● **What needs to be done**: In the data below, find every line with the word "absolute" and copy it.

● **Records shown**:
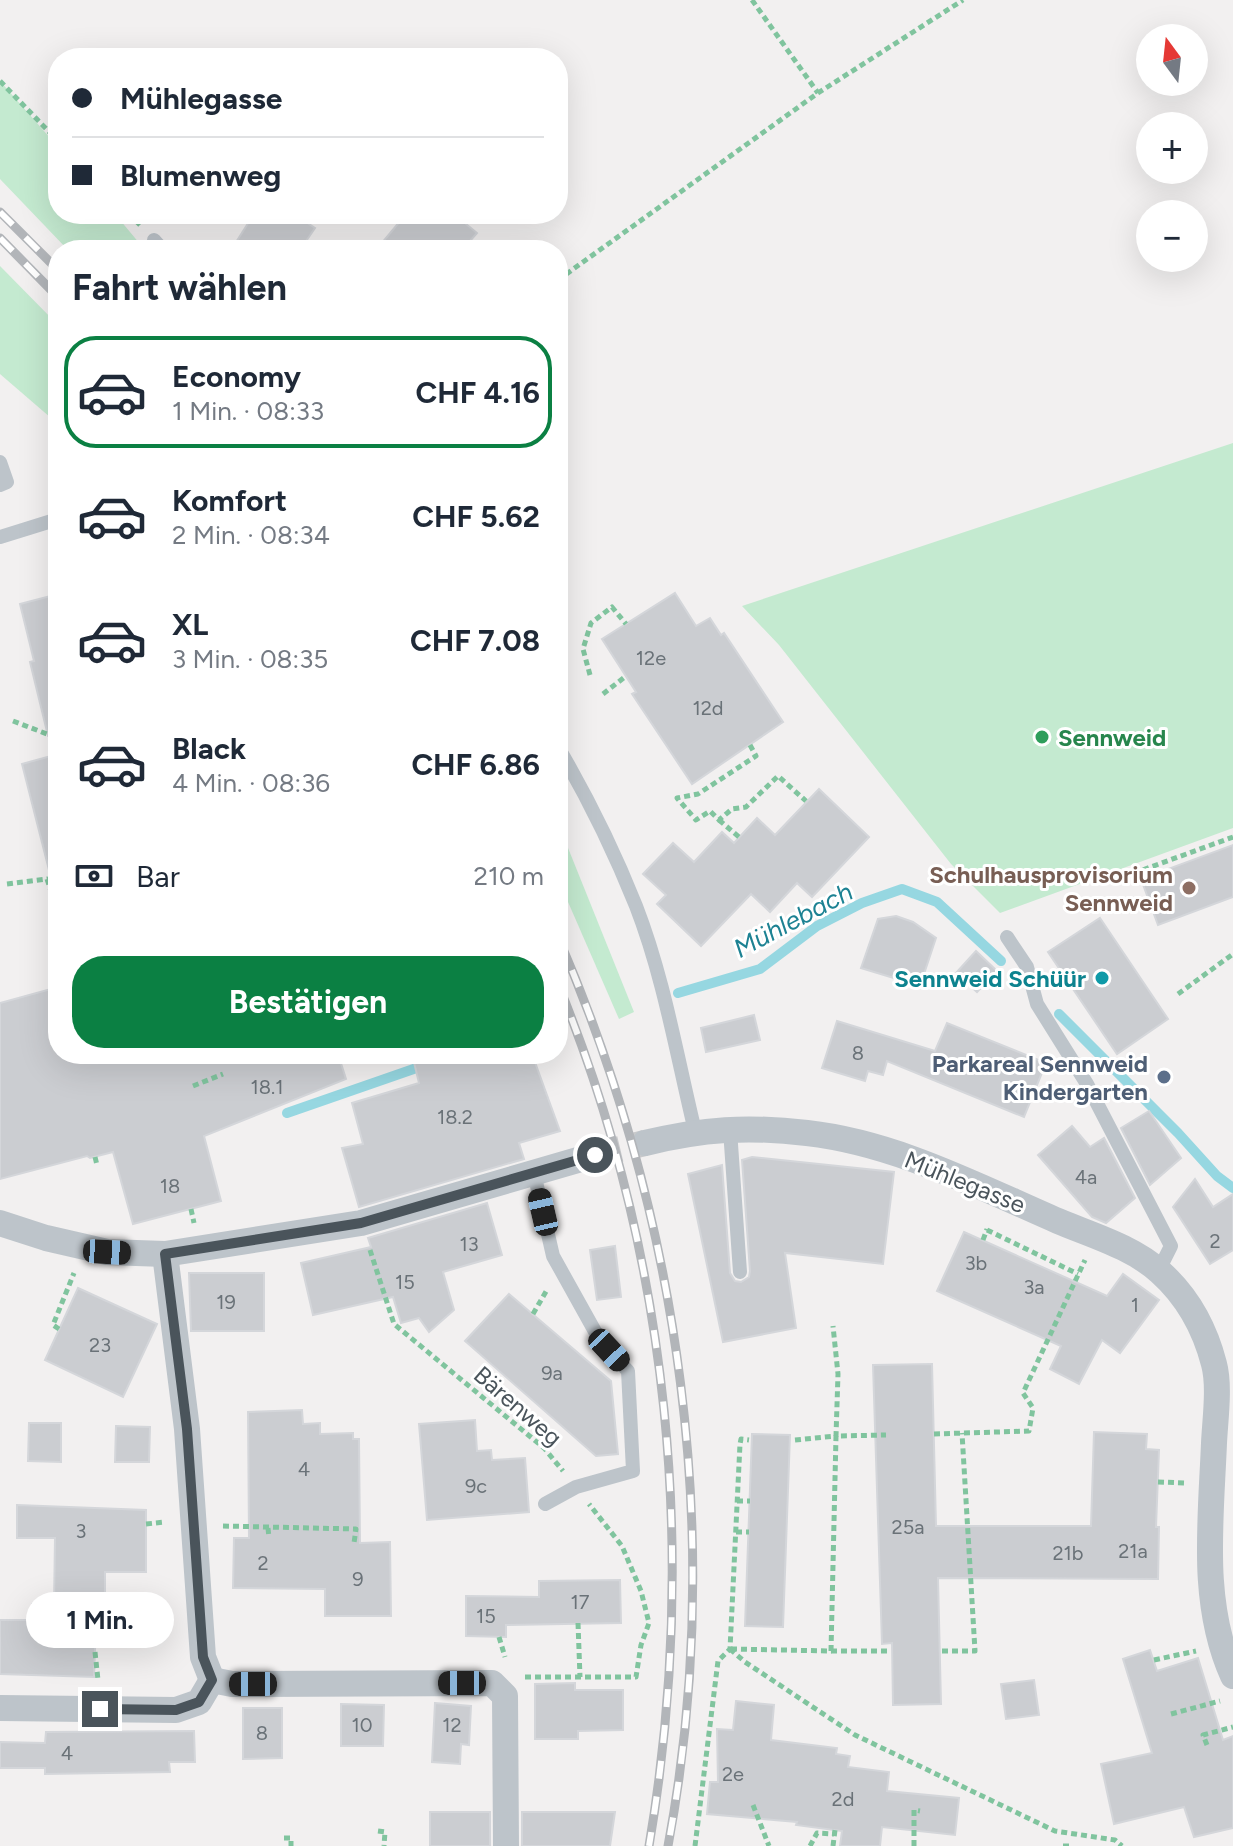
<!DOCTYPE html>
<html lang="de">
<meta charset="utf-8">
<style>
body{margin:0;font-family:Figtree,sans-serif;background:#f2f2f3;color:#1f2937;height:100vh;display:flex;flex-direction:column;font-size:30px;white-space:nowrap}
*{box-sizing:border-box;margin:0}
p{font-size:26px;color:#747a83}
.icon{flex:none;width:44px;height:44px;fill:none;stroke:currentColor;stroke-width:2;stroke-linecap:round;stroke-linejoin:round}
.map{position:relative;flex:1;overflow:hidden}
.details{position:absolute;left:48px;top:240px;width:520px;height:824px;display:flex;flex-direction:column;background:#fff;border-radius:32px;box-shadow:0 8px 32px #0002}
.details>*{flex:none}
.hud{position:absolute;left:48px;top:48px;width:520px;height:176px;border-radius:32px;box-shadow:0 8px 32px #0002;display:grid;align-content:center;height:176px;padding:0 24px;background:#fff}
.needle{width:52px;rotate:345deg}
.buttons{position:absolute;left:1136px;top:24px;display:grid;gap:16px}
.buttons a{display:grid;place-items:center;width:72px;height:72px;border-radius:50%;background:#fff;box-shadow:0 8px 32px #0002;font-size:40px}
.end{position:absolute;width:36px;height:36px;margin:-18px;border:10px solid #4a545b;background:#fff;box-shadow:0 0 0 4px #fff}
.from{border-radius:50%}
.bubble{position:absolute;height:56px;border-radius:28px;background:#fff;box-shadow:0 8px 32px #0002;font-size:26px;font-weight:700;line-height:56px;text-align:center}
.car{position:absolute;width:24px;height:48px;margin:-24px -12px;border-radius:10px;box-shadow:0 0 6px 2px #0007;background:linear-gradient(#222 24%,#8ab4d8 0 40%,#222 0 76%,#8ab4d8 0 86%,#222 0)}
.hud b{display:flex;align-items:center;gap:28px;height:76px;font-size:30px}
.hud b+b{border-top:2px solid #e0e1e3}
.hud i{width:20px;height:20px;background:#1f2937}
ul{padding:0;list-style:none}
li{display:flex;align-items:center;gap:24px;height:112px;margin:0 16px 12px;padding:0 8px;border:4px solid transparent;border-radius:32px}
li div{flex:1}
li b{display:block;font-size:30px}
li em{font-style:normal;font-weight:700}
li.selected{border-color:#0b8043}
li>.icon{width:72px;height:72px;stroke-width:1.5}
h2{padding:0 24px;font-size:36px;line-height:96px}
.pay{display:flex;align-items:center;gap:20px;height:88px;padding:0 24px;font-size:30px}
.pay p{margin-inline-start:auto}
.button{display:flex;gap:16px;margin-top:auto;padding:16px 24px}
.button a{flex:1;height:92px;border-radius:32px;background:#0b8043;color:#fff;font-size:32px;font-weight:700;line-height:92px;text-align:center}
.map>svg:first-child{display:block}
.green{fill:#c4ead0}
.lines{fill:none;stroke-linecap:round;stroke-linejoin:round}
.stream{stroke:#96d7e1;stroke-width:10}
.building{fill:#cbcdd1;stroke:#d4d6da;stroke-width:2}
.minor-tunnel{stroke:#c8c9cb;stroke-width:26;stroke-dasharray:26 13;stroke-linecap:butt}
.path{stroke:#80c49e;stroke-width:5;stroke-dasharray:6 4;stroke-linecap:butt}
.service{stroke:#bdc4ca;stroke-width:14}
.minor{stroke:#bdc4ca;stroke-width:26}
.rail-casing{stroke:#b2b5b9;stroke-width:9}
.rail{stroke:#fff;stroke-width:6;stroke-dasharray:18;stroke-linecap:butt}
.route{stroke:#4a545b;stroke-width:10}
.leisure-dot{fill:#2e9e5b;stroke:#fff;stroke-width:3}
.education-dot{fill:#8d6e63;stroke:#fff;stroke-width:3}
.culture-dot{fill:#0f9aa8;stroke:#fff;stroke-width:3}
.service-dot{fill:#5c6f8a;stroke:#fff;stroke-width:3}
.labels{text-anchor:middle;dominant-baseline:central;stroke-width:6;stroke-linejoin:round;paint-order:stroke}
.number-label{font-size:20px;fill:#6a7278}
.leisure-label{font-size:24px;font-weight:bold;fill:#27864d;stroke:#fff;text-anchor:start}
.education-label{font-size:24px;font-weight:bold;fill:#785e54;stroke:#fff;text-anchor:end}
.culture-label{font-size:24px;font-weight:bold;fill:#0d838f;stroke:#fff;text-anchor:end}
.service-label{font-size:24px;font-weight:bold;fill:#4e5e75;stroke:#fff;text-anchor:end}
.street-label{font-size:24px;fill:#4a545b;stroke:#fff}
.water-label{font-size:26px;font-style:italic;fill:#1d8293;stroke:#fff}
</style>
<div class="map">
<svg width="1233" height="1846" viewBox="0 0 1233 1846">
<rect width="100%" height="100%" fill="#f2f0f0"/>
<g class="green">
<path d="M0 81 58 147V214H115L145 250H68L0 179Z"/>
<path d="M0 266 58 325V424L0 374Z"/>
<path d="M1233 443V828L1000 913 951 864 779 645 742 606Z"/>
<path d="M558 823 634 1012 619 1019 558 879Z"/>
</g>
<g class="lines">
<g class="stream">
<path d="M678 993 760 969 817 926 862 903 902 889 937 902 1001 961"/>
<path d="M1059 1014 1178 1133 1217 1176 1233 1188"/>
<path d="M287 1113 428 1064"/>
</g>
</g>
<g class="building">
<path d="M254 214H294L315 228 300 250H231Z"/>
<path d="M406 214H454L477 233 462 250H376Z"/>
<path d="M675 593 696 626 710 618 721 635 724 633 783 722 692 784 632 694 636 692 602 639Z"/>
<path d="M58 594V735L48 736 30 662 34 661 20 604Z"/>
<path d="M58 754V868L49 870 22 764Z"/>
<path d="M819 789 869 837 812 897 797 883 770 912 751 894 701 946 657 904 666 895 643 874 673 843 694 862 722 832 734 843 757 818 775 835Z"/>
<path d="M1233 845V897L1158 925 1141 879Z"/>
<path d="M896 916 913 922 936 938 920 986 861 968 878 919Z"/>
<path d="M1100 918 1168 1019 1117 1054 1048 952Z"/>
<path d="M976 951 997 971 977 992 956 973Z"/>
<path d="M58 987V1054H338L346 1079 204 1136 221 1201 133 1224 113 1152 90 1158 87 1156 0 1179V1003Z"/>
<path d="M754 1015 760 1040 706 1052 701 1028Z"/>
<path d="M837 1021 935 1051 947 1023 1046 1063 1024 1117 887 1061 883 1075 868 1071 865 1081 822 1068Z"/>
<path d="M412 1054H532L560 1131 519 1143 524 1159 359 1207 342 1148 363 1144 352 1103 419 1083Z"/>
<path d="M1149 1111 1181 1158 1150 1185 1121 1128Z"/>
<path d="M1072 1126 1090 1147 1104 1138 1135 1198 1106 1223 1092 1217 1038 1155Z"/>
<path d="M752 1157 894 1172 883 1264 785 1253 796 1328 723 1342 688 1174 722 1165 730 1273 735 1281 741 1282 749 1277 750 1271 742 1160Z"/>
<path d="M1195 1179 1213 1207 1233 1194V1250L1210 1264 1173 1207Z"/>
<path d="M487 1203 502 1255 443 1272 454 1310 429 1332 419 1318 401 1323 393 1297 313 1315 301 1263 371 1247 368 1238Z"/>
<path d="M964 1232 1107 1296 1123 1274 1159 1300 1120 1353 1102 1340 1079 1384 1050 1369 1061 1346 937 1291Z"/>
<path d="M615 1246 621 1297 597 1300 590 1250Z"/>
<path d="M189 1273H264V1331H191Z"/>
<path d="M78 1288 157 1324 123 1397 45 1360Z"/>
<path d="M509 1294 611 1381 618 1454 596 1456 465 1341Z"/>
<path d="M932 1364 936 1526H1091L1094 1432 1147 1434 1146 1449 1159 1450 1156 1527H1159L1158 1579 938 1578 941 1704 893 1705 892 1643 882 1644 873 1365Z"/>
<path d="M302 1410 303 1424 320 1423V1434L353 1433V1439H359L360 1543 390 1542 391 1616H325V1589L233 1588 234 1538H249L248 1412Z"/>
<path d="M475 1420 477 1451 491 1450 492 1460 525 1458 529 1512 427 1520 419 1424Z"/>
<path d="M29 1423H61V1462L28 1461Z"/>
<path d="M116 1426 150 1427 149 1462H115Z"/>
<path d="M752 1434 790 1435 783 1627 745 1626Z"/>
<path d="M17 1505 146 1510V1572H105V1623H96L94 1677 0 1674V1620H32V1604H54L55 1538H17Z"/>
<path d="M620 1580 621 1623 506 1625V1637L466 1636V1596L539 1597V1581Z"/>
<path d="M1150 1650 1157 1671 1198 1658 1223 1740 1233 1736V1828L1194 1837 1184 1807 1114 1824 1101 1764 1152 1753 1123 1659Z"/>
<path d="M1034 1680 1039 1715 1006 1719 1001 1684Z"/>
<path d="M575 1683V1690H623V1730L578 1731V1739H535V1684Z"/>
<path d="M736 1701 774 1705 771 1740 837 1748 836 1754 850 1756 848 1767 889 1772 887 1791 959 1798 955 1835 882 1827 880 1846H840L842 1831 796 1825 797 1822 707 1814 710 1782H718L717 1729 733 1730Z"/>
<path d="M435 1703 471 1706 469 1745 461 1744 460 1764 432 1762Z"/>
<path d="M341 1704 384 1705 383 1746H341Z"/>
<path d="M243 1708H282V1758L243 1759Z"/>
<path d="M194 1731 195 1762H169L170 1772 45 1774V1768H0V1742L45 1743 46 1732Z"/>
<rect x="430" y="1812" width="60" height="34"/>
<path d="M522 1812H615L610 1846H522Z"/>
</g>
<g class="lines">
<path class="minor-tunnel" d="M595 1155 645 1143"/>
<g class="path">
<path d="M752 0 818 93"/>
<path d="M0 81 58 141"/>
<path d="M129 214 140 225"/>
<path d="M558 280 818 93 963 0"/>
<path d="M590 675 583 649 591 623 612 607 626 624"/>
<path d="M603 694 626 676"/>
<path d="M13 721 47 734"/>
<path d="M750 745 756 756 698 794 677 798 696 820 710 811 719 820 732 809 746 807 778 776 806 801"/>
<path d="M719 820 739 837"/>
<path d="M1115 880 1233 837"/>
<path d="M7 884 47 879 51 891H55"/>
<path d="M1178 994 1233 954"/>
<path d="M201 1058 214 1054"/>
<path d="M193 1086 223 1074"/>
<path d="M95 1157 97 1165"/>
<path d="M191 1209 194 1223"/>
<path d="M987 1230 1078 1274"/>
<path d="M983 1240 987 1229"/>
<path d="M370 1250 394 1324 544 1448 563 1471"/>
<path d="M533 1314 548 1288"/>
<path d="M59 1329 53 1325 74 1273"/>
<path d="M934 1434 1029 1431 1033 1408 1023 1393 1085 1260"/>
<path d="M795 1440 836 1436 838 1374 833 1326"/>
<path d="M1158 1482 1185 1483"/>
<path d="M737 1501H750"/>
<path d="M146 1524 165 1522"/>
<path d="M223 1526 356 1529 354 1543"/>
<path d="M268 1528 269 1538"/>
<path d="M736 1532H749"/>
<path d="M578 1623 580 1677"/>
<path d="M499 1637 505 1657"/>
<path d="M730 1649 745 1662 855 1735 1055 1831 1115 1840 1122 1846"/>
<path d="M731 1649 831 1651 836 1436 886 1435"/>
<path d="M831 1651H890"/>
<path d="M942 1651H975L962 1433"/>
<path d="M95 1652 98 1680"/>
<path d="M1154 1660 1196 1651"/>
<path d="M525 1677H636L641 1645 649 1623 641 1591 622 1546 589 1504"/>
<path d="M1171 1714 1220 1701"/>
<path d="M1207 1745 1203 1735 1233 1727"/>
<path d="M753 1805 769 1846"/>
<path d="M378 1831 385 1832 384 1846"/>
<path d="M284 1838H291V1846"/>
<path d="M695 1846 718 1661 730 1649 740 1444 741 1439 749 1440"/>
<path d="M810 1846 817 1833 834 1834"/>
<path d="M833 1846 835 1830"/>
<path d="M914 1846V1810L920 1811"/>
<path d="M1063 1846H1071"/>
</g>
<g class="service">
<path d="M154 240 163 250"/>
<path d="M0 462 7 482 0 485"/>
<path d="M0 537 58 519"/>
<path d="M558 747C588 798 614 851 636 906 664 978 677 1057 695 1131"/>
<path d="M1007 937 1027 967 1037 1004 1087 1084 1171 1246 1159 1270"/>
<path d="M730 1130 740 1272"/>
<path d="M534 1173 553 1256 602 1344 628 1371 633 1471 576 1487 545 1504"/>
</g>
<g class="minor">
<path d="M645 1143C703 1129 747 1126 807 1133 896 1143 977 1186 1058 1221 1091 1235 1133 1247 1160 1272 1188 1297 1205 1329 1214 1364 1220 1386 1215 1421 1214 1443 1211 1520 1200 1603 1233 1676"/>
<path d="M0 1223 46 1238 107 1252 165 1254 361 1223 595 1155"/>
<path d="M165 1254 187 1429 203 1657 212 1680"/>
<path d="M0 1708 176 1710 199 1702 212 1680 232 1684 492 1683 505 1696 506 1846"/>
</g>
<defs>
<g id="rail">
<path d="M0 212 58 270"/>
<path d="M0 238 58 297"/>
<path d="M558 937C681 1220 725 1541 668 1846"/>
<path d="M558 984C670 1257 698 1556 649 1846"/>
</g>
</defs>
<use href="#rail" class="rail-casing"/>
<use href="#rail" class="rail"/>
</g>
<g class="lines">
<path class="route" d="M100 1709 176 1710 199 1702 212 1680 203 1657 187 1429 165 1254 361 1223 595 1155"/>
</g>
<circle class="leisure-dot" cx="1042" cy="737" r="8"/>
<circle class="education-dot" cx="1189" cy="888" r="8"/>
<circle class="culture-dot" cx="1102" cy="978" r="8"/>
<circle class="service-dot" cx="1164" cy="1077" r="8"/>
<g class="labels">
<g class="number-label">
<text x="651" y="658">12e</text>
<text x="708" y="708">12d</text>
<text x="858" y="1053">8</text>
<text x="267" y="1087">18.1</text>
<text x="455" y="1117">18.2</text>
<text x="1086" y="1177">4a</text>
<text x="170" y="1186">18</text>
<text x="1215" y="1241">2</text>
<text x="469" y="1244">13</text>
<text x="976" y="1263">3b</text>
<text x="405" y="1282">15</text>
<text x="1034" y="1287">3a</text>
<text x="226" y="1302">19</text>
<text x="1135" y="1305">1</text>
<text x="100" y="1345">23</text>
<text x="552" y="1373">9a</text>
<text x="304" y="1469">4</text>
<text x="476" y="1486">9c</text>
<text x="908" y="1527">25a</text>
<text x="81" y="1531">3</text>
<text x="1133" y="1551">21a</text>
<text x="1068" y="1553">21b</text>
<text x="263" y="1563">2</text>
<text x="358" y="1579">9</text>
<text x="580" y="1602">17</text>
<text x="486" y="1616">15</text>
<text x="362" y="1725">10</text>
<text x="452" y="1725">12</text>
<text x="262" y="1733">8</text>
<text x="67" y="1753">4</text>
<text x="733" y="1774">2e</text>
<text x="843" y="1799">2d</text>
</g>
<g class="leisure-label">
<text x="1058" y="737">Sennweid</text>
</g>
<g class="education-label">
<text x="1173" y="874">Schulhausprovisorium<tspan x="1173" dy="28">Sennweid</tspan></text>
</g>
<g class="culture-label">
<text x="1086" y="978">Sennweid Schüür</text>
</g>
<g class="service-label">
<text x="1148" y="1063">Parkareal Sennweid<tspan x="1148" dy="28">Kindergarten</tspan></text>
</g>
<g class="street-label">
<text transform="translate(965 1182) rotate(22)">Mühlegasse</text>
<text transform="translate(518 1406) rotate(41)">Bärenweg</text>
</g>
<g class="water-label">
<text transform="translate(793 920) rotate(-28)">Mühlebach</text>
</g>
</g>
</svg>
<div class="buttons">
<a><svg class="needle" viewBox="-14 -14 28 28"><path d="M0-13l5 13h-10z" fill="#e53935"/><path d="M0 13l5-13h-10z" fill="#747a83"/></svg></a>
<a>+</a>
<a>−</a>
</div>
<i class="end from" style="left:595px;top:1155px"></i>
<i class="end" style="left:100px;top:1709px"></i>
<div class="bubble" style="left:26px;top:1592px;width:148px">1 Min.</div>
<i class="car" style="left:543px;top:1212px;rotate:347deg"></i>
<i class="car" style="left:107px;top:1252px;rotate:93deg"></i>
<i class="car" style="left:609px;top:1350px;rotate:137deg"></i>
<i class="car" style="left:462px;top:1683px;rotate:270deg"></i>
<i class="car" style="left:253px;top:1684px;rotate:270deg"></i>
<div class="hud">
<b><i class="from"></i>Mühlegasse</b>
<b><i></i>Blumenweg</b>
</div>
<section class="details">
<h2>Fahrt wählen</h2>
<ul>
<li class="selected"><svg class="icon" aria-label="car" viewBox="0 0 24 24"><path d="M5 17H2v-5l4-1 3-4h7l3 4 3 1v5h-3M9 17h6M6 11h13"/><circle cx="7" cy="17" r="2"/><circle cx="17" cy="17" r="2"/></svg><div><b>Economy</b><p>1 Min. · 08:33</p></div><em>CHF 4.16</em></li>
<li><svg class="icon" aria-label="car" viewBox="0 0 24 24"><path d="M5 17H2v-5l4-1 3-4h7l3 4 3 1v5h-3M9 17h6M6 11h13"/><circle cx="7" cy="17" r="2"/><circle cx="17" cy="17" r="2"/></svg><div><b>Komfort</b><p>2 Min. · 08:34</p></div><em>CHF 5.62</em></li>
<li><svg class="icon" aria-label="car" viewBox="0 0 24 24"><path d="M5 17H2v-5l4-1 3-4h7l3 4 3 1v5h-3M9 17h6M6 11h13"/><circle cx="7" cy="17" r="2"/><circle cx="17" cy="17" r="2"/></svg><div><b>XL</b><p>3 Min. · 08:35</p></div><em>CHF 7.08</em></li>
<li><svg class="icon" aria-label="car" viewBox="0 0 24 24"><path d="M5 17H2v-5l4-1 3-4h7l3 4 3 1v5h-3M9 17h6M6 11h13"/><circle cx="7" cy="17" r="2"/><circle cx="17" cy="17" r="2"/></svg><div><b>Black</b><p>4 Min. · 08:36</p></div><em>CHF 6.86</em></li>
</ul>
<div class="pay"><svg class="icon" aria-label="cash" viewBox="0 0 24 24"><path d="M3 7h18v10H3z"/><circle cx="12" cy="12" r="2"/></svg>Bar<p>210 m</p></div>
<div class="button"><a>Bestätigen</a></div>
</section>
</div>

● **Exercise result**:
.details{position:absolute;left:48px;top:240px;width:520px;height:824px;display:flex;flex-direction:column;background:#fff;border-radius:32px;box-shadow:0 8px 32px #0002}
.hud{position:absolute;left:48px;top:48px;width:520px;height:176px;border-radius:32px;box-shadow:0 8px 32px #0002;display:grid;align-content:center;height:176px;padding:0 24px;background:#fff}
.buttons{position:absolute;left:1136px;top:24px;display:grid;gap:16px}
.end{position:absolute;width:36px;height:36px;margin:-18px;border:10px solid #4a545b;background:#fff;box-shadow:0 0 0 4px #fff}
.bubble{position:absolute;height:56px;border-radius:28px;background:#fff;box-shadow:0 8px 32px #0002;font-size:26px;font-weight:700;line-height:56px;text-align:center}
.car{position:absolute;width:24px;height:48px;margin:-24px -12px;border-radius:10px;box-shadow:0 0 6px 2px #0007;background:linear-gradient(#222 24%,#8ab4d8 0 40%,#222 0 76%,#8ab4d8 0 86%,#222 0)}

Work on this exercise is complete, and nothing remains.